I guess I'm a little distraught about our discussion on "Do Not Go Gentle." I don't think I'm alone when I say, I'm also a little distraught about the story itself and the significance of Chocolate Thunder. While I hadn't read any of Alexie's work before this class, I've since started reading his book Ten Little Indians, from which "Do Not Go Gentle" comes, for another class about Gender Studies in Western Texts (ENGL 175) as well as his other poems in The Norton. I found his writing to be, well, awesome. While you may not agree with me, I believe Alexie deserves some more positive attention than that we are giving him. One of his poems I found particularly moving, as it, along with a lot of Alexie's works, addresses issues which Native Americans face in the US today regarding tradition, ethnicity, appreciation of ceremony and the land. Here it is reprinted:

At a Navajo Monument Valley Tribal School
from the photograph by Skeet McAuley (above)
the football field rises
to meet the mesa. Indian boys
gallop across the grass, againstthe beginnings of their body.
On those Saturday afternoons,
unbroken horses gather to watch
their sons growing larger
in the small parts of the world.
Everyone is the quarterback.
There is no thin man in a big hat
writing down all the names
in two columns: winners and losers.
This is the eternal football game,
Indians versus Indians. All the Skins
in the wooden bleachers fancydancing,
stomping red dust straight down
into nothing. Before the game is over,
the eighth-grade girls' track team
comes running, circling the field,
their thin and brown legs echoing
wild horses, wild horses, wild horses.
From The Business of Fancydancing by Sherman Alexie, Hanging Loose Press
A Tribal School is a school controlled by the Bureau of Indian Affairs in order to integrate Native American culture into education. Considering many Native Americans were forced into government run Boarding Schools during the early 20th century in order to assimilate them into 'white' culture, Tribal Schools seem like a way to bring back tradition and culture lost through previous attempts of assimilation.

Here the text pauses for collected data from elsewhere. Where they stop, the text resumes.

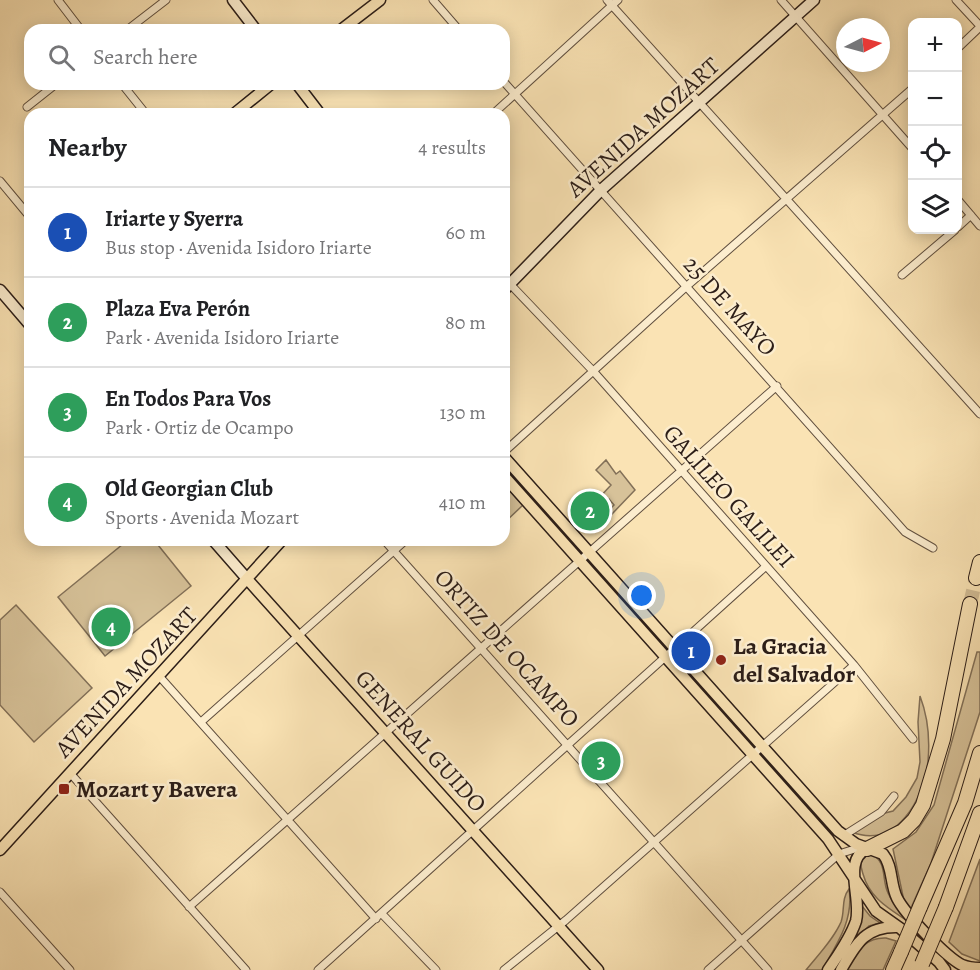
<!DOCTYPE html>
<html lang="en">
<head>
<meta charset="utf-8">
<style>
  :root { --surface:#fff; --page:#f2f2f2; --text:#202124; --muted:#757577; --line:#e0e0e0; --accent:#1a73e8 }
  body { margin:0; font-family:Alegreya,serif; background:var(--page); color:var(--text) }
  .controls { position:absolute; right:18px; top:18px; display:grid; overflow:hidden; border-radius:12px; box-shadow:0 3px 15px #0003 }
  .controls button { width:54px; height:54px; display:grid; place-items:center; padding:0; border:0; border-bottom:2px solid var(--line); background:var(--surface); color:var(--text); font:30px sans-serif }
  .compass { position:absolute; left:836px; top:18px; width:54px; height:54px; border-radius:50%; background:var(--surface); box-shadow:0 3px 15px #0003; rotate:84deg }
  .you { position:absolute; left:642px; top:596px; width:21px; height:21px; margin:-15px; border:4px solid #fff; border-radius:50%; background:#1a73e8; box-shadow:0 0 0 9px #1a73e833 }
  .badge { display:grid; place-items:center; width:39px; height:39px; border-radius:50%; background:var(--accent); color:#fff; font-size:20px; font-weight:700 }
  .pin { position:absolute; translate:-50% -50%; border:3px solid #fff; box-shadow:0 2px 6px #0006 }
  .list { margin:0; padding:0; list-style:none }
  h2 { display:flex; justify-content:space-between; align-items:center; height:78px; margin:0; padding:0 24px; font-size:26px }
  h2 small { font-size:20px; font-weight:400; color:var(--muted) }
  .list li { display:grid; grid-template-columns:39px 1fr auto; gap:18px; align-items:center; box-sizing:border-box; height:90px; padding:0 24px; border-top:2px solid var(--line) }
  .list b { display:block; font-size:22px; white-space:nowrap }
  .list p { margin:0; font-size:20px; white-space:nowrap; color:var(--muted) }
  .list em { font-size:20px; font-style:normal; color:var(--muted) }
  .icon { flex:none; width:33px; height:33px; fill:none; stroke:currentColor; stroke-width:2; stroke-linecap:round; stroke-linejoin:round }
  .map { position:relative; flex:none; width:980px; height:970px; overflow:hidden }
  .search { position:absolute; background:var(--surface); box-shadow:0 3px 15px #0003; left:24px; top:24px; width:486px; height:66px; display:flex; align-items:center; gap:15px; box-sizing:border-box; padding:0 21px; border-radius:18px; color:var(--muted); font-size:22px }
  .panel { position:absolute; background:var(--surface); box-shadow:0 3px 15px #0003; left:24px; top:108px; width:486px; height:438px; border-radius:18px }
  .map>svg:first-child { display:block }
  .green { fill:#d7c299; stroke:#827058; stroke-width:1.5 }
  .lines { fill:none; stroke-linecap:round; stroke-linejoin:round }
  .highway-tunnel { stroke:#d1bc95; stroke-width:14; stroke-dasharray:14 7; stroke-linecap:butt }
  .street-casing { stroke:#604f3f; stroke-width:9 }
  .secondary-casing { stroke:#2c1e18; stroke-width:13 }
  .primary-casing { stroke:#2c1e18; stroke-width:13 }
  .highway-casing { stroke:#2c1e18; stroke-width:16 }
  .street { stroke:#fcedce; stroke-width:7 }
  .secondary { stroke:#fcedce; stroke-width:10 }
  .primary { stroke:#fae3b4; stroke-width:10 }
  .highway { stroke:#fae3b4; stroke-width:14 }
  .highway-bridge-casing { stroke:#2c1e18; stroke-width:16; stroke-linecap:butt }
  .highway-bridge { stroke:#fae3b4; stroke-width:14 }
  .poi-dot { fill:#8f2418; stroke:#fcedce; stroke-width:2 }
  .labels { text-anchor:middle; stroke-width:5; stroke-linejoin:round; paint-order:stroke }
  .street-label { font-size:24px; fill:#2c1e18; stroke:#fcedce }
  .poi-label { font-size:24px; font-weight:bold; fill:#2c1e18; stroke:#fcedce; text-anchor:start }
</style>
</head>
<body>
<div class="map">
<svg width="980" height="970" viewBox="0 0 980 970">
  <rect width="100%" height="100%" fill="#fae3b4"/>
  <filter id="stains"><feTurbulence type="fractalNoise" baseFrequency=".00333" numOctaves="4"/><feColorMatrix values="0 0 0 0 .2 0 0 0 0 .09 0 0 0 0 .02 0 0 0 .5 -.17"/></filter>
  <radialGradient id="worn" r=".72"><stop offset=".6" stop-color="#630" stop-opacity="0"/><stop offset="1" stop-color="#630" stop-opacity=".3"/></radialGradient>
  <!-- green -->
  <path class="green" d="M606 460 616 474 620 471 635 490 611 515 608 511 614 505 609 499 602 504 598 499 611 485 596 470Z
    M504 482 523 505 504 523Z
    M591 505 604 519 593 530 586 529 576 518Z
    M128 540H154L191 586 105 656 58 597Z
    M16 605 92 688 34 742 0 705V620Z
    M977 652H980V712L931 863 910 910 904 901 893 849 916 832 934 805Z
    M920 696C928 717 930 739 928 761 924 799 896 850 852 832L881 814 893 811 906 797 917 778 920 762 918 722Z
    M871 854C888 862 881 878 888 893 893 905 904 914 912 924 892 910 870 900 863 874 861 867 859 863 864 856Z
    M980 859V961L962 954 949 942Z
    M849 889C854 920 837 944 822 970H806C818 955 833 940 841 922 845 911 841 899 849 889Z
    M862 906 870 916 880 923 869 926 851 944 859 924Z
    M886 938 896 941 883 970H846C857 953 864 937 886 938Z"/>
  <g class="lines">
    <!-- highway-tunnel -->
    <path class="highway-tunnel" d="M970 604 976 578"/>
    <!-- street casing -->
    <g class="street-casing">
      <path id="street" d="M58 0 81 30
        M433 0 459 30
        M607 0 980 414
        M781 0 912 148
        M956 0 980 26
        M127 30 166 0
        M958 48 980 27
        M504 82 905 532 933 548
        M122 84 146 114
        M27 107 56 84
        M493 114 618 0
        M0 181 30 217
        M958 200 980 226
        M958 227 971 215
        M902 275 955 230
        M510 284 594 372 854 665 913 739
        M504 452 687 286 912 89
        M384 540 768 970
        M160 677 376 919
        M201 722 406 540
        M70 773 246 970
        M843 836 881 812 894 796
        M0 892 70 970
        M189 907 777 386
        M382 914 436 970
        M318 970 765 567
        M504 970 566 920 854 665
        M708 970 839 854 861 847"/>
    </g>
    <!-- secondary casing -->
    <g class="secondary-casing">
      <path id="secondary" d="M233 0 256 30
        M0 290 30 325
        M504 290 601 190 814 0
        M213 540 248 580"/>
    </g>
    <!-- primary casing -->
    <g class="primary-casing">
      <path id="primary" d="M341 30 380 0
        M297 84 320 114
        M234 114 271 84
        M504 457 838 831 856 844 883 854C893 866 890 884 897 898 905 914 946 957 962 965 967 967 974 968 980 968
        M504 476 828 839 876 911 900 928 939 962 945 970
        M248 580 598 970
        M0 850 282 540
        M828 970C838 955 850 939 856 921 862 898 842 860 867 849
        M841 970C856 944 865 926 898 927"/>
    </g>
    <!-- highway casing -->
    <g class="highway-casing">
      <path id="highway" d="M976 578 980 562
        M867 849 903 831 914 820 923 805 943 739 970 604
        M920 907 965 803 980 753
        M946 907 980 813
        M893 970 901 952"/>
    </g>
    <!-- street -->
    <use href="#street" class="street"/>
    <!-- secondary -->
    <use href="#secondary" class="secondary"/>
    <!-- primary -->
    <use href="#primary" class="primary"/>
    <!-- highway -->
    <use href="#highway" class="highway"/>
    <!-- highway-bridge casing -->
    <g class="highway-bridge-casing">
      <path id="highway-bridge" d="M901 952 920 907
        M922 964 946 907"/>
    </g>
    <!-- highway-bridge -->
    <use href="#highway-bridge" class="highway-bridge"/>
  </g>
  <!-- markers -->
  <g class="poi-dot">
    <circle cx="721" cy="660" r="6"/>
    <rect x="58" y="783" width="12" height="12" rx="3"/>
  </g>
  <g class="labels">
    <!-- street labels -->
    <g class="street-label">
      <text transform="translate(643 127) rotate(-42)" y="8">AVENIDA MOZART</text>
      <text transform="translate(730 306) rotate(48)" y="8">25 DE MAYO</text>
      <text transform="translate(729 496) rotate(48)" y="8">GALILEO GALILEI</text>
      <text transform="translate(507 648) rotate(48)" y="8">ORTIZ DE OCAMPO</text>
      <text transform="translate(126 682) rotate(-47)" y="8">AVENIDA MOZART</text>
      <text transform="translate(421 741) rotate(48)" y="8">GENERAL GUIDO</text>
    </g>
    <!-- poi labels -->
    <g class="poi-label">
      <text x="733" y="654">La Gracia<tspan x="733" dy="28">del Salvador</tspan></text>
      <text x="76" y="797">Mozart y Bavera</text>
    </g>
  </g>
  <rect width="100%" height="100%" filter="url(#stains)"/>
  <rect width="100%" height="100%" fill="url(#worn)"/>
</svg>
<div class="controls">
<button>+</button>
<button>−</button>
<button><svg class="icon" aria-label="locate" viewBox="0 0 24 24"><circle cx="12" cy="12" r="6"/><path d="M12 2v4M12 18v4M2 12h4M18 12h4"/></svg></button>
<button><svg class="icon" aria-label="layers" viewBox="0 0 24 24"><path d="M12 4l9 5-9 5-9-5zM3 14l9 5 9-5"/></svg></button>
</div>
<svg class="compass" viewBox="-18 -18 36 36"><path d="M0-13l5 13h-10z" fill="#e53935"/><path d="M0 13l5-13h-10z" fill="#757577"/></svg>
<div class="you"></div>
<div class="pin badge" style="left:691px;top:651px;background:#1a4fb4">1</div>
<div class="pin badge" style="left:590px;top:511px;background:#2e9e5b">2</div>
<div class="pin badge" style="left:601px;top:761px;background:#2e9e5b">3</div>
<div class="pin badge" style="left:111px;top:627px;background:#2e9e5b">4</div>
<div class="search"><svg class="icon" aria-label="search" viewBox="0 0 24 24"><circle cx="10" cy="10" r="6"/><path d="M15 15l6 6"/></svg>Search here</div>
<section class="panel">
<h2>Nearby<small>4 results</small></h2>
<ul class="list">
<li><span class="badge" style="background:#1a4fb4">1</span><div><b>Iriarte y Syerra</b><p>Bus stop · Avenida Isidoro Iriarte</p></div><em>60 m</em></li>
<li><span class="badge" style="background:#2e9e5b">2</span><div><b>Plaza Eva Perón</b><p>Park · Avenida Isidoro Iriarte</p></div><em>80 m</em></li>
<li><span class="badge" style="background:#2e9e5b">3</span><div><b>En Todos Para Vos</b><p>Park · Ortiz de Ocampo</p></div><em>130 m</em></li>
<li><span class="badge" style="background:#2e9e5b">4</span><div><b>Old Georgian Club</b><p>Sports · Avenida Mozart</p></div><em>410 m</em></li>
</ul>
</section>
</div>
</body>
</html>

Prof. Fisher touched on this briefly in class, but I was wondering if anyone had any thoughts about the fact that all of the post 9/11 writers and texts we've been reading relate to, in some way, the stand point of minorities or what is sometimes identified as "the other," now that we've started reading Zigzagger along with Alexie and Lahiri. Or thoughts about what kind of impact culture has on Alexie's works. Or any general reactions to this poem.